The other major difference between benchmarks is the "computational intensity" or the ratio of operations to memory references. For example, matrix multiplication and LINPACK have very high computational intensity, whereas Dhrystones and STREAM are very low. But the issue may not be the ratio of operations to references so much as the location of the data. Every operation implicitly references data, and perusal of the code may reveal a register or memory source. But on modern architectures, the data actually can come from registers, primary cache, secondary cache, main memory, or mass storage (virtual memory), with performance that can range over a factor of a thousand. This leads to our second conjecture:

The main difference between "computational intensity" or "size" of a computer benchmark
is the time spent in different memory regimes.

Figures 2 and 3 can be explained by HINT graphs.

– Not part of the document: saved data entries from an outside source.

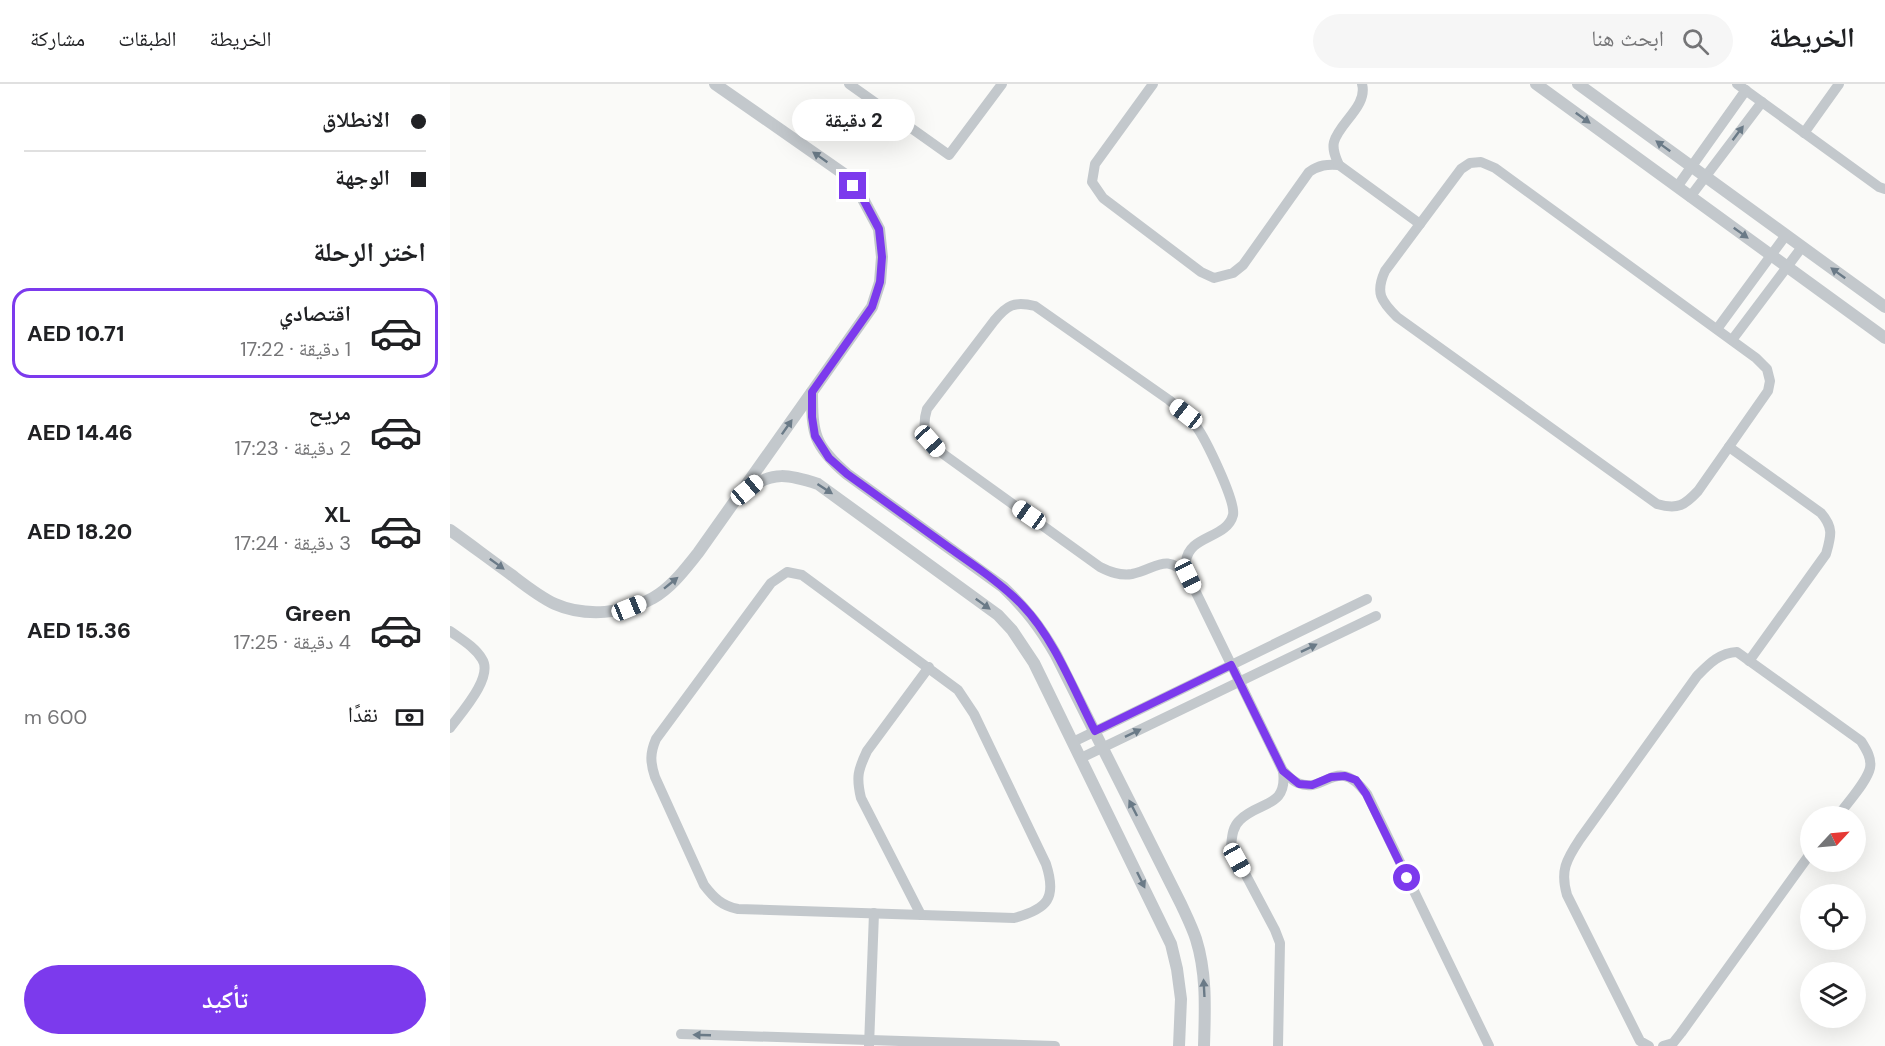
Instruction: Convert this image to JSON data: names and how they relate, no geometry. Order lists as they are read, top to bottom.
{
  "north": "top right",
  "page": {
    "header": "الخريطة",
    "search": "ابحث هنا",
    "nav": ["الخريطة", "الطبقات", "مشاركة"],
    "banner": ["الانطلاق", "الوجهة"],
    "bubble": "2 دقيقة",
    "heading": "اختر الرحلة",
    "list": [
      {
        "name": "اقتصادي",
        "note": "1 دقيقة · 17:22",
        "value": "AED 10.71"
      },
      {
        "name": "مريح",
        "note": "2 دقيقة · 17:23",
        "value": "AED 14.46"
      },
      {
        "name": "XL",
        "note": "3 دقيقة · 17:24",
        "value": "AED 18.20"
      },
      {
        "name": "Green",
        "note": "4 دقيقة · 17:25",
        "value": "AED 15.36"
      }
    ],
    "pay": ["نقدًا", "600 m"],
    "buttons": "تأكيد"
  }
}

Peak MFLOPS corresponds to the left extreme of the HINT graph, with arithmetic from registers and primary cache. Peak memory bandwidth corresponds to the right extreme of the HINT graph, where the problem is so large that memory speed becomes limiting. We can select a part of a HINT graph that represents the size of another benchmark or application in question.

7.3 Computer systems tested

To test these conjectures, we use a collection of Silicon Graphics computers of seven different configurations, an ASA Pentium Pro PC running Linux, and a single processor of a Cray C90. We also ran parallel systems: SGI Onyx, IBM SP-2, Cray T3D, and nCUBE2S. (The machines do not have to be current to test our theory.) They vary in processor count, clock speed, cache structure, and floating-point capability relative to clock speed. Because the SGI workstations have similar product names, we name the five distinct configurations "Indy 1," "Indy 2," and so on. The characteristics and HINT graphs for workstations are shown in Table 1 and Figure 5.

Table1
Workstation characteristics
	Indy 1	Indy 2	Indy 3	Indy 4	Indy 5	PC
MHz	133	100	133	100	200	200
CPU	R4600	R4400	R4600	R4600	R4000	Pnt. Pro
Primary Cache	16 KB	16 KB	16 KB	16 KB	16 KB	16 KB
Secondary Cache	0.5 MB	1.0 MB	none	none	1.0 MB	0.5 MB
RAM	64 MB	64 MB	64 MB	64 MB	64 MB	64 MB
Operating System	IRIX 6.2	IRIX 6.2	IRIX 6.2	IRIX 6.2	IRIX 6.2	Linux
Compiler	Mips C	Mips C	Mips C	Mips C	Mips C	gcc

Figure 5. HINT for workstations.

Note that the HINT graphs distinguish the memory hierarchies; a practiced eye can read the size of primary and secondary cache (if any), available RAM, etc. as described in Section 7.1.

The range of performance here is intentionally small, so that correlation testing is sensitive to subtle differences and not merely confirmation of gross speed differences. Of particular interest is the crossing of the curves for the Pentium Pro PC and the fastest SGI Indy at about 16 KB. This should be reflected in different rankings on different benchmarks. Our results confirm this.

Table 2
High-speed uniprocessor characteristics
	SGI Challenge	SGI Onyx	Cray C90
CPU MHz	194	194	250
CPU Type	R10000	R10000	Vector
Primary Cache	32 KB	32 KB	none
Secondary Cache	0.5 MB	1.0 MB	none
Main RAM	0.5 GB	0.5 GB	2.0 GB
Operating System	IRIX 6.2	IRIX 6.2	UNICOS
Compiler	Mips C	Mips C	Cray C

Figure 6. HINT for high-performance computers.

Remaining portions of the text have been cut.